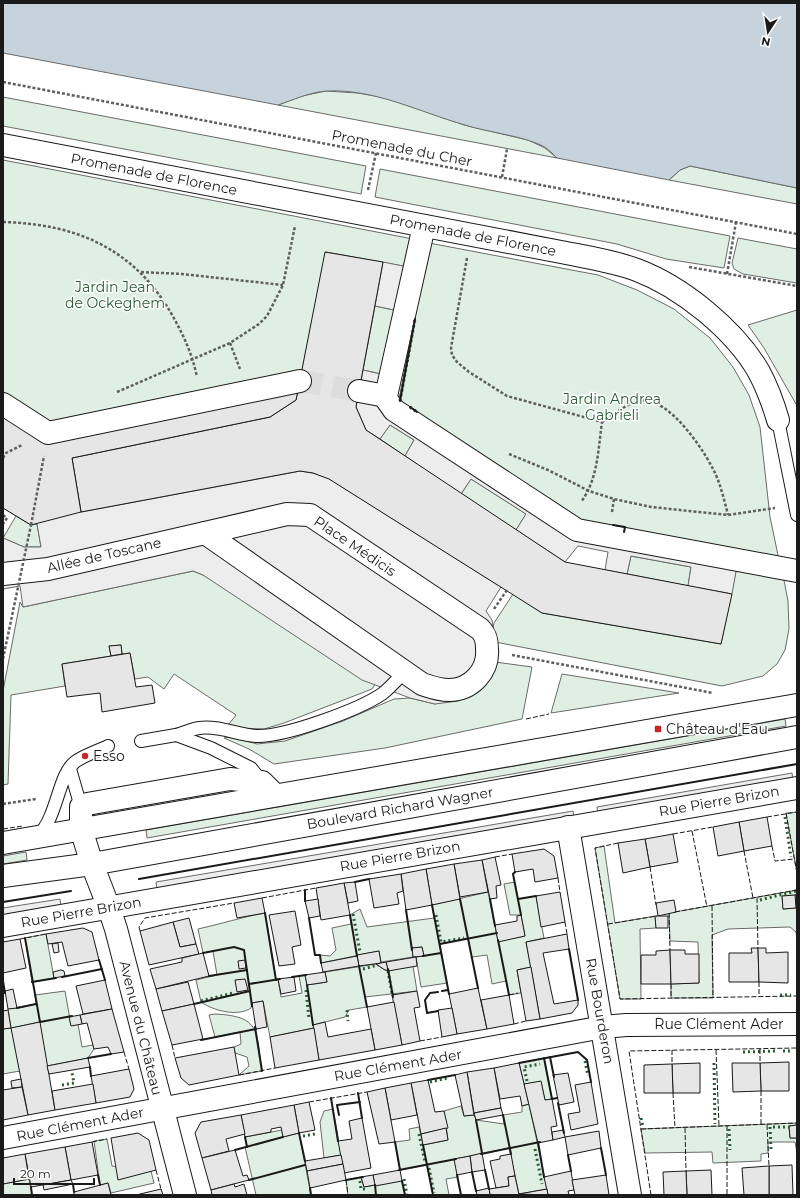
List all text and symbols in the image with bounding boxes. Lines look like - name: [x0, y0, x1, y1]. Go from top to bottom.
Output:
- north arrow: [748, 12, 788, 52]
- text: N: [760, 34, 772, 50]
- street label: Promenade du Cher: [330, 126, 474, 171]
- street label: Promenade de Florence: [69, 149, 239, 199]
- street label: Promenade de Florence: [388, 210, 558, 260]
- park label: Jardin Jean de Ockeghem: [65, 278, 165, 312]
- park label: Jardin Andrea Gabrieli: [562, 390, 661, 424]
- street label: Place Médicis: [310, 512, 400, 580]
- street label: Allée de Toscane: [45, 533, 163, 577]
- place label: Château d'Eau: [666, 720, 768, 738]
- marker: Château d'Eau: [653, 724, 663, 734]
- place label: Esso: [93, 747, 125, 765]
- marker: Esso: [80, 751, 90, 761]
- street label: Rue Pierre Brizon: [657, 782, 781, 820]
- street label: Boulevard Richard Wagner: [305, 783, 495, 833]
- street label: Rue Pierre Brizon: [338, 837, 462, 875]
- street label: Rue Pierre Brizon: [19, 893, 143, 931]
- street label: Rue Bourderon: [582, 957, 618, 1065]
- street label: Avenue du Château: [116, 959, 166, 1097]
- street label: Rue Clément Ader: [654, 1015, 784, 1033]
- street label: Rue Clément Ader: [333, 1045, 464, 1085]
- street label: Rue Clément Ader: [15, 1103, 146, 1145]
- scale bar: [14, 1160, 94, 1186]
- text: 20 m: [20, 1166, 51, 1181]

★ ★ ★

Exercise — The answer must be every line of the data that contains the word "park".

Answer to this problem —
- park label: Jardin Jean de Ockeghem: [65, 278, 165, 312]
- park label: Jardin Andrea Gabrieli: [562, 390, 661, 424]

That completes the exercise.